Last week, Meaghan O’Rourke began a series of essays on grief at Slate Magazine. I adore the essay form, and am especially moved by these pieces. O’Rourke, a poet and the culture critic at Slate, finds a place for both her lyric talent and her critic’s eye in these essays, which exquisitely balance personal pain with a search for a more reasoned understanding of the grieving process.

I’ve blogged before about Adam Gopnik’s introductory essay to The Best American Essays 2008, and can’t help thinking of his words again:

… an essay without a bit of both abstract reflection and winning anecdote–without a tear to raise and a point to score, without an unimpeded argument and an obvious “I”–isn’t quite an essay. The ideal essay has facts and feelings, emotions and thoughts, an argument about and an anecdote from, parallel and then crisscrossing, all over it.

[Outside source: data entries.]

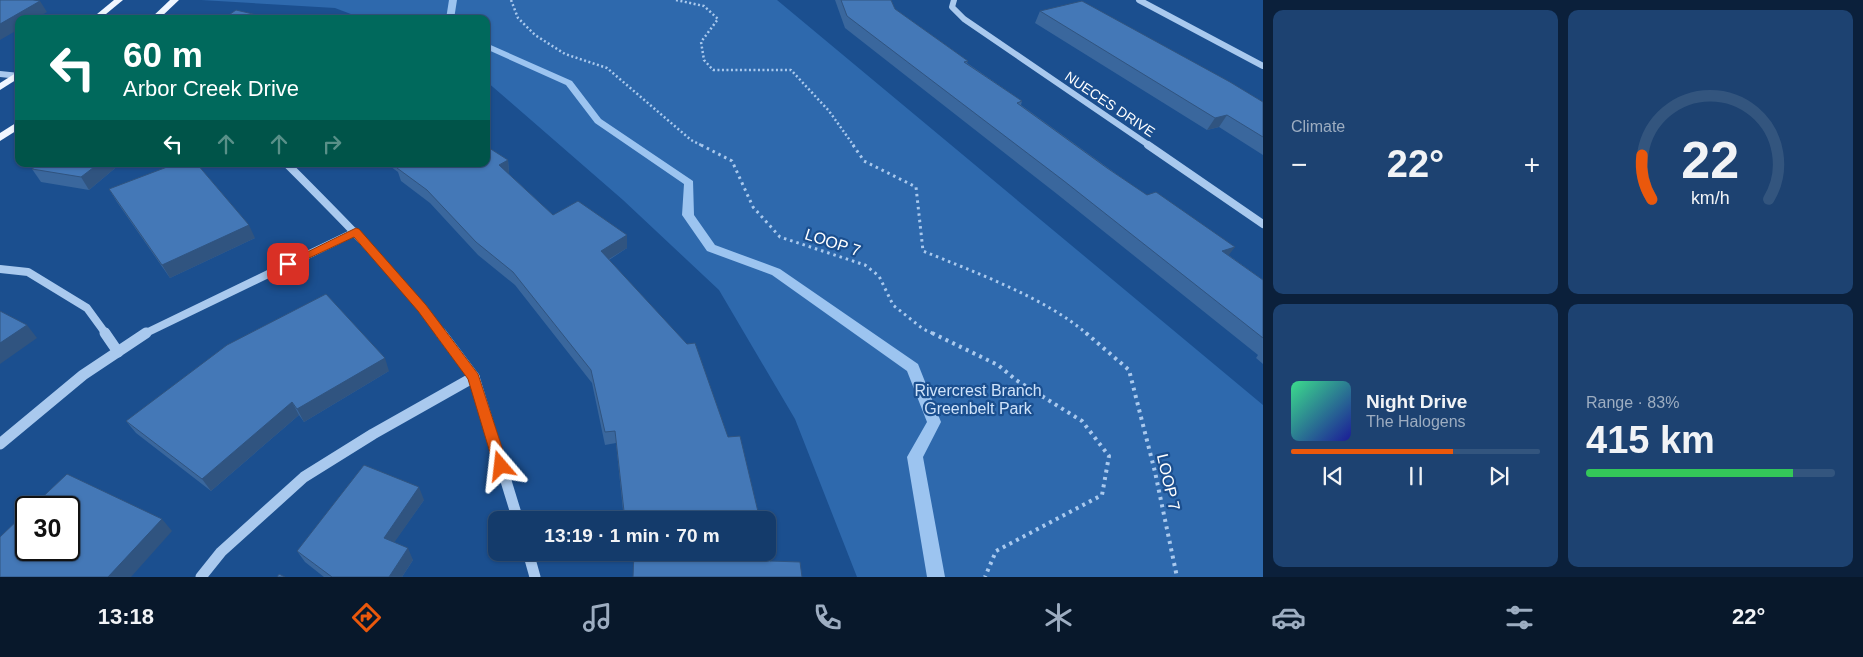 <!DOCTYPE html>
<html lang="en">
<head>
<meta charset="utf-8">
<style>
	body { margin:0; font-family:Arial,sans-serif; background:#1d4271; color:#f1f3f6; height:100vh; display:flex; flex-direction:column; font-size:19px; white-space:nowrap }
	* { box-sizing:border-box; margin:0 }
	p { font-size:16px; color:#9dadc1 }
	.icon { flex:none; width:28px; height:28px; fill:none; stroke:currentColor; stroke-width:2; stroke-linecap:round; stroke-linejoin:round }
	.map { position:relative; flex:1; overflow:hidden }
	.drawer { display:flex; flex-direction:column; gap:10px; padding:10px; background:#0b203b; width:600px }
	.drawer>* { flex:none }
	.top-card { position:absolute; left:15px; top:15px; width:475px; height:152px; border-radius:10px; box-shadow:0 1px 4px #0004,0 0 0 1px #33557e; background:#00695c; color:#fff; overflow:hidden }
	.speed { position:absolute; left:15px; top:496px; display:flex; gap:10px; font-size:25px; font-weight:700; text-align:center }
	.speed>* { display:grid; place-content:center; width:65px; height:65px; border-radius:50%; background:#143b6b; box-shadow:0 1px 4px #0004,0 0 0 1px #33557e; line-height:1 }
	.speed .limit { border:2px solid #111; border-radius:8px; background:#fff; color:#111 }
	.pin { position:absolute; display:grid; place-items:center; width:42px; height:42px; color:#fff; margin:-21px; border-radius:10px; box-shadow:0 2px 8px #0006 }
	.me { position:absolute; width:55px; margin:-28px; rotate:343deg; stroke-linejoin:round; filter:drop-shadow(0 0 4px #0008) }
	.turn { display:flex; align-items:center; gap:18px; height:105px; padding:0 25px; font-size:22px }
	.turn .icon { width:65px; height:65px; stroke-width:2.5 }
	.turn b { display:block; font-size:35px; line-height:42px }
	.lanes { display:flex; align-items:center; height:48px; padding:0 25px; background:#0003; justify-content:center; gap:25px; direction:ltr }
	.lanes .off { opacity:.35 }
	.big { font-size:38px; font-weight:700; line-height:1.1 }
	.drawer .tile { flex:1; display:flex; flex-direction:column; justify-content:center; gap:8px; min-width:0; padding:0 18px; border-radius:10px; background:#1d4271 }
	.drawer .dial { align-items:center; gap:0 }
	.dial svg { height:130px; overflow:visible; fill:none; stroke:#33557e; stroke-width:7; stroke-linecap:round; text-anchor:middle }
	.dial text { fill:#f1f3f6; stroke:none }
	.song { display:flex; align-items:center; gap:15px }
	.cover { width:60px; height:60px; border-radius:8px; background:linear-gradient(135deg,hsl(150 70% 55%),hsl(240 70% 35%)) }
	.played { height:5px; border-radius:2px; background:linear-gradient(90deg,#ea580c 65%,#33557e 65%) }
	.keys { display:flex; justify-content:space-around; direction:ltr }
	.heat { display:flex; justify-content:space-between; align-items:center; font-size:28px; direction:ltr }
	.charge { height:8px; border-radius:4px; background:linear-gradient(90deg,#34c759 83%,#33557e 0) }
	.drawer .tiles { flex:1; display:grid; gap:10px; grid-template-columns:repeat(2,1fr) }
	.trip { position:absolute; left:488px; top:511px; width:288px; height:50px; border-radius:10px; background:#143b6b; box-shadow:0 1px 4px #0004,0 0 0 1px #33557e; font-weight:700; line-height:50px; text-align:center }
	.dock { display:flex; height:80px; justify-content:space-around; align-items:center; background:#08182b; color:#9dadc1 }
	.dock .icon { width:35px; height:35px }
	.dock .active { color:#ea580c }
	.dock b { font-size:22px; color:#f1f3f6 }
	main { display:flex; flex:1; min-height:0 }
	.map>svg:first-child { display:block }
</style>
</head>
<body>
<main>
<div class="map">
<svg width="1263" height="577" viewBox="0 0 1263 577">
	<rect width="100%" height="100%" fill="#1b4f8f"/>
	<polygon fill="#2e69ad" points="201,0 777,0 1263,405 1263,577 857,577 795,419 719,290 623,200 486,81 486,19 364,19 335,8"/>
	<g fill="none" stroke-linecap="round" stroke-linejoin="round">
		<g fill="#9cc4f0" fill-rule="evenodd">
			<polygon points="449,0 457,0 454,19 446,19"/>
			<polygon points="486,43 572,81 601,119 693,181 694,215 715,245 780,269 918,364 941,422 923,457 945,577 927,577 907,457 927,422 907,371 772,275 707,251 682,215 684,184 595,123 566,85 486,49"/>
		</g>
		<g stroke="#a9c9ee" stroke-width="2.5" stroke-dasharray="2 2.5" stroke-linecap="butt">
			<polyline points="511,0 518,18 535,35 565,54 607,68 691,140 703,146"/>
			<polyline points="676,0 704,6 718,19 701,42 704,60 713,70 791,70 829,111 854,146"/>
		</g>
		<g stroke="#a9c9ee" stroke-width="3" stroke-dasharray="2.5 4" stroke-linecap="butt">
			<polyline points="701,145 732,161 753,207 780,237 865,265 879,276 893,305 923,329 934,334"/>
			<path d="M853,145L864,161L916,187L923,251C974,272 1046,298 1087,334"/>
		</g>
		<g stroke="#a9c9ee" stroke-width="4" stroke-dasharray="3 4.5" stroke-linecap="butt">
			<polyline points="932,333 998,365 1016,380 1082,421 1109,456 1102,495 996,551 985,577"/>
			<polyline points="1086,333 1129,370 1155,472 1177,577"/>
		</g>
		<g stroke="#a9c9ee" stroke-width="6">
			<polyline points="954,0 952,7 964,19 1150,146"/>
			<polyline points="1139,0 1263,66"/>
			<polyline points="0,74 19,76"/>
		</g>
		<g stroke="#a9c9ee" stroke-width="8">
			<polyline points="1148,145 1263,224"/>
			<path d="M287,164C341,218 396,273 442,334"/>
			<polyline points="0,269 28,272 87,308 106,334"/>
			<polyline points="144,334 355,232"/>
		</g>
		<g stroke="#a9c9ee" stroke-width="11">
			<polyline points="105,333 118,352"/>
			<polyline points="441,333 474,377 518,520"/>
			<polyline points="0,444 83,375 146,333"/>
			<polyline points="528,552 535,577"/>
			<polyline points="201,577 221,552 304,477 373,434 474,377"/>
		</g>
		<g fill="#f0f6ff" fill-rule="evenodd">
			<polygon points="114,0 123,0 100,19 91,19"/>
			<polygon points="170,0 179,0 159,19 150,19"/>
			<polygon points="19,71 19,78 0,90 0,83"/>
			<polygon points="19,121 19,129 0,141 0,133"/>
		</g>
	</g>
	<g fill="#3a679d">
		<polygon points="835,0 891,0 895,9 968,61 967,63 1022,101 1021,105 1263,280 1263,364 1256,358 1258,355 1057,194 845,28"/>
		<polygon points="1040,11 1263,102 1263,155 1219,127 1207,130 1035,23"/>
		<polygon points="508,160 509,173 508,173 553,215 627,248 609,260 728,437 760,520 624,520 616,443 605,445 592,383 515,285 478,255 430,203 401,181 398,172 387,164 486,164"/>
		<polygon points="120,164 89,190 41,182 32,169"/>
		<polygon points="109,189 255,238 170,278 117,202"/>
		<polygon points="389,371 304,422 299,415 211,491 136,433 126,421"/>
		<polygon points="424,500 394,542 413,560 402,577 324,577 305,562 297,551"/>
	</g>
	<g fill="#305480">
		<polygon points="40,1 47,12 36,19 19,19 19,29 0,40 0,24"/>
		<polygon points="1227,115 1219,127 1207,130 1215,118"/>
		<polygon points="508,160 509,173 501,178 499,165"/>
		<polygon points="98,164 120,164 89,190 81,177"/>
		<polygon points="249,225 255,238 170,278 162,265"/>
		<polygon points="627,235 627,248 601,264 601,251"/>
		<polygon points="1235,247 1225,260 1222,251"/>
		<polygon points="27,325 37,338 0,364 0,343"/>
		<polygon points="385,358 389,371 304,422 297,409"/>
		<polygon points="292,402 299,415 211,491 202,479"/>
		<polygon points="419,487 424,500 389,550 384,538"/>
		<polygon points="162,519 172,531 131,577 108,577"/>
		<polygon points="408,548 413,560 402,577 389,577"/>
	</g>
	<g fill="#4478b7" stroke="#305480">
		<polygon points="0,0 33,0 40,1 0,24"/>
		<polygon points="841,0 891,0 895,9 968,61 964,62 1022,101 1017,103 1107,168 1147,195 1156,192 1235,247 1222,251 1263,280 1263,338 1064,181 847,16"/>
		<polygon points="1082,1 1230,82 1263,102 1263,137 1227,115 1215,118 1040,11"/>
		<polygon points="236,10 274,19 223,19"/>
		<polygon points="486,146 508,160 499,165 553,215 578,201 627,235 601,251 687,344 695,343 728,437 740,436 760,520 625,520 615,431 605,432 591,370 513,272 476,242 427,190 397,168 403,165 402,164 486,164"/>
		<polygon points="39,164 98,164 81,177 32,169"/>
		<polygon points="175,164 197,164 249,225 162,265 109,189"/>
		<polygon points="326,294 385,358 297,409 292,402 202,479 126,421 227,345"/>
		<polygon points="0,311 27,325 0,343"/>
		<polygon points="364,465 419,487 384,538 408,548 389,577 332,577 297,551"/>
		<polygon points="67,474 162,519 108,577 0,577 0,537 26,512 26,550 69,550 69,508 31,508"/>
		<polygon points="766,545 770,561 800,562 802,577 633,577 634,552 766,552"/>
		<polygon points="279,574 285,577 277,577"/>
	</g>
	<polygon fill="#ea580c" stroke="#983908" points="356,228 359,229 426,305 478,374 508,466 506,471 501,472 496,471 494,466 468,379 418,311 354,237 292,266 288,267 283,264"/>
	<g text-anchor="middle" stroke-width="4.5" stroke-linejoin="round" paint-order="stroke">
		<g font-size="14" fill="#fff" stroke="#1b4f8f">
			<text transform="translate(1110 104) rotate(34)" y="5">NUECES DRIVE</text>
		</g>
		<g font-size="16" fill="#fff" stroke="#1b4f8f">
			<text transform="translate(833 242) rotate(18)" y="6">LOOP 7</text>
			<text transform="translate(1169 482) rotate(77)" y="6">LOOP 7</text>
		</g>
		<g font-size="16" fill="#cfe3fa" stroke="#1b4f8f">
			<text x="978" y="396">Rivercrest Branch<tspan x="978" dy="18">Greenbelt Park</tspan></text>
		</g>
	</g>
</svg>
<div class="speed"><div class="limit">30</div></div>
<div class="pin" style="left:288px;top:264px;background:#d93025"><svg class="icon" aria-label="arrive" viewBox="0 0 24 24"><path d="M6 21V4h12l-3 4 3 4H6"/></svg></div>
<svg class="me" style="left:501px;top:466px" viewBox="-20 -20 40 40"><path d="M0-17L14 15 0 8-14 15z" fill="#ea580c" stroke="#fff" stroke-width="4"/></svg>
<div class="trip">13:19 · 1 min · 70 m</div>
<div class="top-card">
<div class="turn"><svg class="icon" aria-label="left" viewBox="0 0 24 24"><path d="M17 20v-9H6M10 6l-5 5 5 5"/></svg><div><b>60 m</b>Arbor Creek Drive</div></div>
<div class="lanes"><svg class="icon" aria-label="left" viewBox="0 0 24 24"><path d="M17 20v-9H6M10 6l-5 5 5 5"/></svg><svg class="icon off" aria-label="ahead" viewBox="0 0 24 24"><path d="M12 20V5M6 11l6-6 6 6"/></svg><svg class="icon off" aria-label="ahead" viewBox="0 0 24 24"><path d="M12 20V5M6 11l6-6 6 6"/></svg><svg class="icon off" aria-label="right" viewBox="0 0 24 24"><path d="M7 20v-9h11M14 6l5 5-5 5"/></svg></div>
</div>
</div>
<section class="drawer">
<div class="tiles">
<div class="tile"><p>Climate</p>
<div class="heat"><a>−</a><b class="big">22°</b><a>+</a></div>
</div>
<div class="tile dial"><svg viewBox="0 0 100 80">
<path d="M14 69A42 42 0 1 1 86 69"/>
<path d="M14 69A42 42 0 0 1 8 42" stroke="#ea580c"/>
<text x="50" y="56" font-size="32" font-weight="700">22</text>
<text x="50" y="72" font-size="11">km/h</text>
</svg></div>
<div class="tile">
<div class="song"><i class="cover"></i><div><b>Night Drive</b><p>The Halogens</p></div></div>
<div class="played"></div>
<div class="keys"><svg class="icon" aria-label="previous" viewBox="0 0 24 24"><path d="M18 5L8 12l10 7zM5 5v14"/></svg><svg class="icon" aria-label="pause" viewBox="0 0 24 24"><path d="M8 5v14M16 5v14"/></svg><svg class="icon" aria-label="next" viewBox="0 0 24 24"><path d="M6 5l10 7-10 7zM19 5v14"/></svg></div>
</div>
<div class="tile"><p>Range · 83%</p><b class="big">415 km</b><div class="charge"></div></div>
</div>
</section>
</main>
<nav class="dock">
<b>13:18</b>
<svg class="icon active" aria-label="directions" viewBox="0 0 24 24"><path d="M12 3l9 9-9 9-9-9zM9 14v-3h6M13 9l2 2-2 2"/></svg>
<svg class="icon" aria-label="music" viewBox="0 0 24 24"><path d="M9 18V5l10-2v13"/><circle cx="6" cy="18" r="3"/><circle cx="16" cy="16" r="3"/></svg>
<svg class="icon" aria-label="phone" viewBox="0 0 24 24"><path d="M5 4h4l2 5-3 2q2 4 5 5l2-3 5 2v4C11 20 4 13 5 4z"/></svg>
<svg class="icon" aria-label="climate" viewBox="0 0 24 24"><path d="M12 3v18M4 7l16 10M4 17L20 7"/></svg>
<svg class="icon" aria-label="car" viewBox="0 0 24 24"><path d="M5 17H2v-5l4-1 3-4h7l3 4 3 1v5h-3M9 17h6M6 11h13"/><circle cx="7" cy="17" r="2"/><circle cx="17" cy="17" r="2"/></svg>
<svg class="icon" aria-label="filters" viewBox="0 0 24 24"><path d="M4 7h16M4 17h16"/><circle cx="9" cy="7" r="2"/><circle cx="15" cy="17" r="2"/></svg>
<b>22°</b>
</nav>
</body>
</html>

It is a classical form for short-winded romantics …

from the introduction to The Best American Essays 2008,
by guest editor Adam Gopnik

O’Rourke’s essays on grief live up to Gopnik’s definition here, and then some. And that’s a particularly tough challenge when mining the subject of grief, perhaps the most-written about topic out there. O’Rourke’s essays rise above the best I’ve read on grief because of both her clear-eyed emotional honesty, and her utter unwillingness to wallow.

Anyone hoping to write essays should look at these pieces and appreciate, over and above the subject, their exquisite craftsmanship.